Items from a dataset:
------------------------------------------------------------

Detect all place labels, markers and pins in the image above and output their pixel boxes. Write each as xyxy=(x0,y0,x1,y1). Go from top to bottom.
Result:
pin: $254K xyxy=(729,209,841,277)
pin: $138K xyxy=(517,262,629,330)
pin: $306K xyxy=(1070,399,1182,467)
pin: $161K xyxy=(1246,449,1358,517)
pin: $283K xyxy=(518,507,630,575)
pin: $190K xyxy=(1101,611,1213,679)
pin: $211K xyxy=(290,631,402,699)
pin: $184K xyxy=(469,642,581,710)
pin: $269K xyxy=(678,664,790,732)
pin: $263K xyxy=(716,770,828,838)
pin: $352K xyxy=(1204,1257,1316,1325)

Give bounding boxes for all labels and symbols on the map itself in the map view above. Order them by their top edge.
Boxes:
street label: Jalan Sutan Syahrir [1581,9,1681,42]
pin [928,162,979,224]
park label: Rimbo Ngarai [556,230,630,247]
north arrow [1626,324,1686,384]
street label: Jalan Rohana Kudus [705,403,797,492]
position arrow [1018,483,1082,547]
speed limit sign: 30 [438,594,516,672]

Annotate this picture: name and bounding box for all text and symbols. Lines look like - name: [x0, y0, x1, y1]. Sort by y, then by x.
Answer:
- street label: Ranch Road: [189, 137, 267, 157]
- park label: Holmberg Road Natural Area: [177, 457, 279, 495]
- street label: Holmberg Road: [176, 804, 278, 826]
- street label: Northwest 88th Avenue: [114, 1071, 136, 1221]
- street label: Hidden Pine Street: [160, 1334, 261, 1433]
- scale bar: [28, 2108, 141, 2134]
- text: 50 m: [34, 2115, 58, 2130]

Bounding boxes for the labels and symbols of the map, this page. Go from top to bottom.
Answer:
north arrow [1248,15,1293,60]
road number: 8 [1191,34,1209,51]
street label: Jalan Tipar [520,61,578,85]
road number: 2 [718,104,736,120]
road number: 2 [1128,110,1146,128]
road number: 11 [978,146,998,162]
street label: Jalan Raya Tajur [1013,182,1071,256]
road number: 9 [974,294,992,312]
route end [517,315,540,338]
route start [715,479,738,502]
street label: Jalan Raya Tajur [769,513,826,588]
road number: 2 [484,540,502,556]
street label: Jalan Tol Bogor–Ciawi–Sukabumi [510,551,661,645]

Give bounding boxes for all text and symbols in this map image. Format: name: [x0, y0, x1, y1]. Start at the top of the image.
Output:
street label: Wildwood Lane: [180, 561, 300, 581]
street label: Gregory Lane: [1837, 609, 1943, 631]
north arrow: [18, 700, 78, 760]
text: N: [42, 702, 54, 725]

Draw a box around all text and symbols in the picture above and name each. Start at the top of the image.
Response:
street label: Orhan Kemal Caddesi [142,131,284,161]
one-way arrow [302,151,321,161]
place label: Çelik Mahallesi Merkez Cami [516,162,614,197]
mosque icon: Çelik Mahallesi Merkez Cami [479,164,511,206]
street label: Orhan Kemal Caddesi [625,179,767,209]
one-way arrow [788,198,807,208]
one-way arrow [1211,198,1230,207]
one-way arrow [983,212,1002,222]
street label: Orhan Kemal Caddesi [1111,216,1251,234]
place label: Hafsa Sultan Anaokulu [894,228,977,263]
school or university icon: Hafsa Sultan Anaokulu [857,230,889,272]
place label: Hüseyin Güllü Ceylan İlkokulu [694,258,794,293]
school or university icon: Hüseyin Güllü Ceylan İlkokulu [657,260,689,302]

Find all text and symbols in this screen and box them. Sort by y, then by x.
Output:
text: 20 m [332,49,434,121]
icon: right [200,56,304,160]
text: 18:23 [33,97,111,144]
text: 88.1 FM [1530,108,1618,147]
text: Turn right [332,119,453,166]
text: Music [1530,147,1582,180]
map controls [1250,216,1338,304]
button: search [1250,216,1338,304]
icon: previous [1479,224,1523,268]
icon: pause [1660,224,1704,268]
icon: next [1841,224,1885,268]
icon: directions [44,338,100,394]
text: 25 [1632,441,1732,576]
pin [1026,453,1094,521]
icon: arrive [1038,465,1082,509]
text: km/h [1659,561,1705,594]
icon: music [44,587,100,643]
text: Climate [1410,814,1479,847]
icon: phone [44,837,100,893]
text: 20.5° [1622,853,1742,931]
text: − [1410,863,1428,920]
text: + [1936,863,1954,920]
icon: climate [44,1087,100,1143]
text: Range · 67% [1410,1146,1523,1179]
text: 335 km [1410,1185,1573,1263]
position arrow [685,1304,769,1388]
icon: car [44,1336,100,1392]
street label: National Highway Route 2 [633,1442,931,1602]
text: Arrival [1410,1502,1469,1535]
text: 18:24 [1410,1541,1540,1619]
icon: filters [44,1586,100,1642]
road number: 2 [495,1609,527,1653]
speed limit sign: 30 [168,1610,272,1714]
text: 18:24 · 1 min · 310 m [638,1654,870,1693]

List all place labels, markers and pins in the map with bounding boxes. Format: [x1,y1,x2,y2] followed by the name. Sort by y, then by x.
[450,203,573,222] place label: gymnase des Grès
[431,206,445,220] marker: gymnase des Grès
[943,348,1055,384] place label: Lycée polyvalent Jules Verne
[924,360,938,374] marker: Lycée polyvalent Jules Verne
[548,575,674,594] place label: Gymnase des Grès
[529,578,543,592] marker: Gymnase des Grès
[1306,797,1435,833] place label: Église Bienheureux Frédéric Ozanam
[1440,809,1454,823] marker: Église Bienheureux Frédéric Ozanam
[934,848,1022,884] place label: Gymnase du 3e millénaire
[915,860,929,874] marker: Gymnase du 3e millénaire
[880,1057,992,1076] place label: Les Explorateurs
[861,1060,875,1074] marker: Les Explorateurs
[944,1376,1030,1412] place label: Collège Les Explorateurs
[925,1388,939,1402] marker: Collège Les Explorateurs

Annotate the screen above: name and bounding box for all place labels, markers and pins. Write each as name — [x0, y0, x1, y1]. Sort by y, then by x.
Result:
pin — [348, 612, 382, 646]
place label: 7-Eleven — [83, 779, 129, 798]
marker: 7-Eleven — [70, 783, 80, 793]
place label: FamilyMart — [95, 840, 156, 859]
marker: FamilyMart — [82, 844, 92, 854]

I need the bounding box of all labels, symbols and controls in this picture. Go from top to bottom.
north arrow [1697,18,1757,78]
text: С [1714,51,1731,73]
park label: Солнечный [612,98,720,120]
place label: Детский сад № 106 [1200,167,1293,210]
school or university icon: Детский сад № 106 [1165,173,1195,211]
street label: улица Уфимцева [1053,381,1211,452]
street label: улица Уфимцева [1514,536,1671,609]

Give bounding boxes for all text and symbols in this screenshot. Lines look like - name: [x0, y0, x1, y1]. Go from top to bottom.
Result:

------------------------------------------------------------

__WHAT YOU SHOULD DO__
Write out each line of the data above again, exactly as given.

__THE ANSWER__
Detect all place labels, markers and pins in the image above and output their pixel boxes. Write each as xyxy=(x0,y0,x1,y1). Go from top to bottom.
Result:
pin: $254K xyxy=(729,209,841,277)
pin: $138K xyxy=(517,262,629,330)
pin: $306K xyxy=(1070,399,1182,467)
pin: $161K xyxy=(1246,449,1358,517)
pin: $283K xyxy=(518,507,630,575)
pin: $190K xyxy=(1101,611,1213,679)
pin: $211K xyxy=(290,631,402,699)
pin: $184K xyxy=(469,642,581,710)
pin: $269K xyxy=(678,664,790,732)
pin: $263K xyxy=(716,770,828,838)
pin: $352K xyxy=(1204,1257,1316,1325)

Give bounding boxes for all labels and symbols on the map itself in the map view above. Order them by their top edge.
Boxes:
street label: Jalan Sutan Syahrir [1581,9,1681,42]
pin [928,162,979,224]
park label: Rimbo Ngarai [556,230,630,247]
north arrow [1626,324,1686,384]
street label: Jalan Rohana Kudus [705,403,797,492]
position arrow [1018,483,1082,547]
speed limit sign: 30 [438,594,516,672]

Annotate this picture: name and bounding box for all text and symbols. Lines look like - name: [x0, y0, x1, y1]. Sort by y, then by x.
Answer:
- street label: Ranch Road: [189, 137, 267, 157]
- park label: Holmberg Road Natural Area: [177, 457, 279, 495]
- street label: Holmberg Road: [176, 804, 278, 826]
- street label: Northwest 88th Avenue: [114, 1071, 136, 1221]
- street label: Hidden Pine Street: [160, 1334, 261, 1433]
- scale bar: [28, 2108, 141, 2134]
- text: 50 m: [34, 2115, 58, 2130]

Bounding boxes for the labels and symbols of the map, this page. Go from top to bottom.
Answer:
north arrow [1248,15,1293,60]
road number: 8 [1191,34,1209,51]
street label: Jalan Tipar [520,61,578,85]
road number: 2 [718,104,736,120]
road number: 2 [1128,110,1146,128]
road number: 11 [978,146,998,162]
street label: Jalan Raya Tajur [1013,182,1071,256]
road number: 9 [974,294,992,312]
route end [517,315,540,338]
route start [715,479,738,502]
street label: Jalan Raya Tajur [769,513,826,588]
road number: 2 [484,540,502,556]
street label: Jalan Tol Bogor–Ciawi–Sukabumi [510,551,661,645]

Give bounding boxes for all text and symbols in this map image. Format: name: [x0, y0, x1, y1]. Start at the top of the image.
Output:
street label: Wildwood Lane: [180, 561, 300, 581]
street label: Gregory Lane: [1837, 609, 1943, 631]
north arrow: [18, 700, 78, 760]
text: N: [42, 702, 54, 725]

Draw a box around all text and symbols in the picture above and name each. Start at the top of the image.
Response:
street label: Orhan Kemal Caddesi [142,131,284,161]
one-way arrow [302,151,321,161]
place label: Çelik Mahallesi Merkez Cami [516,162,614,197]
mosque icon: Çelik Mahallesi Merkez Cami [479,164,511,206]
street label: Orhan Kemal Caddesi [625,179,767,209]
one-way arrow [788,198,807,208]
one-way arrow [1211,198,1230,207]
one-way arrow [983,212,1002,222]
street label: Orhan Kemal Caddesi [1111,216,1251,234]
place label: Hafsa Sultan Anaokulu [894,228,977,263]
school or university icon: Hafsa Sultan Anaokulu [857,230,889,272]
place label: Hüseyin Güllü Ceylan İlkokulu [694,258,794,293]
school or university icon: Hüseyin Güllü Ceylan İlkokulu [657,260,689,302]

Find all text and symbols in this screen and box them. Sort by y, then by x.
Output:
text: 20 m [332,49,434,121]
icon: right [200,56,304,160]
text: 18:23 [33,97,111,144]
text: 88.1 FM [1530,108,1618,147]
text: Turn right [332,119,453,166]
text: Music [1530,147,1582,180]
map controls [1250,216,1338,304]
button: search [1250,216,1338,304]
icon: previous [1479,224,1523,268]
icon: pause [1660,224,1704,268]
icon: next [1841,224,1885,268]
icon: directions [44,338,100,394]
text: 25 [1632,441,1732,576]
pin [1026,453,1094,521]
icon: arrive [1038,465,1082,509]
text: km/h [1659,561,1705,594]
icon: music [44,587,100,643]
text: Climate [1410,814,1479,847]
icon: phone [44,837,100,893]
text: 20.5° [1622,853,1742,931]
text: − [1410,863,1428,920]
text: + [1936,863,1954,920]
icon: climate [44,1087,100,1143]
text: Range · 67% [1410,1146,1523,1179]
text: 335 km [1410,1185,1573,1263]
position arrow [685,1304,769,1388]
icon: car [44,1336,100,1392]
street label: National Highway Route 2 [633,1442,931,1602]
text: Arrival [1410,1502,1469,1535]
text: 18:24 [1410,1541,1540,1619]
icon: filters [44,1586,100,1642]
road number: 2 [495,1609,527,1653]
speed limit sign: 30 [168,1610,272,1714]
text: 18:24 · 1 min · 310 m [638,1654,870,1693]

List all place labels, markers and pins in the map with bounding boxes. Format: [x1,y1,x2,y2] followed by the name. Sort by y, then by x.
[450,203,573,222] place label: gymnase des Grès
[431,206,445,220] marker: gymnase des Grès
[943,348,1055,384] place label: Lycée polyvalent Jules Verne
[924,360,938,374] marker: Lycée polyvalent Jules Verne
[548,575,674,594] place label: Gymnase des Grès
[529,578,543,592] marker: Gymnase des Grès
[1306,797,1435,833] place label: Église Bienheureux Frédéric Ozanam
[1440,809,1454,823] marker: Église Bienheureux Frédéric Ozanam
[934,848,1022,884] place label: Gymnase du 3e millénaire
[915,860,929,874] marker: Gymnase du 3e millénaire
[880,1057,992,1076] place label: Les Explorateurs
[861,1060,875,1074] marker: Les Explorateurs
[944,1376,1030,1412] place label: Collège Les Explorateurs
[925,1388,939,1402] marker: Collège Les Explorateurs

Annotate the screen above: name and bounding box for all place labels, markers and pins. Write each as name — [x0, y0, x1, y1]. Sort by y, then by x.
Result:
pin — [348, 612, 382, 646]
place label: 7-Eleven — [83, 779, 129, 798]
marker: 7-Eleven — [70, 783, 80, 793]
place label: FamilyMart — [95, 840, 156, 859]
marker: FamilyMart — [82, 844, 92, 854]

I need the bounding box of all labels, symbols and controls in this picture. Go from top to bottom.
north arrow [1697,18,1757,78]
text: С [1714,51,1731,73]
park label: Солнечный [612,98,720,120]
place label: Детский сад № 106 [1200,167,1293,210]
school or university icon: Детский сад № 106 [1165,173,1195,211]
street label: улица Уфимцева [1053,381,1211,452]
street label: улица Уфимцева [1514,536,1671,609]

Give bounding boxes for all text and symbols in this screenshot. Lines look like - name: [x0, y0, x1, y1]. Go from top to bottom.
Result:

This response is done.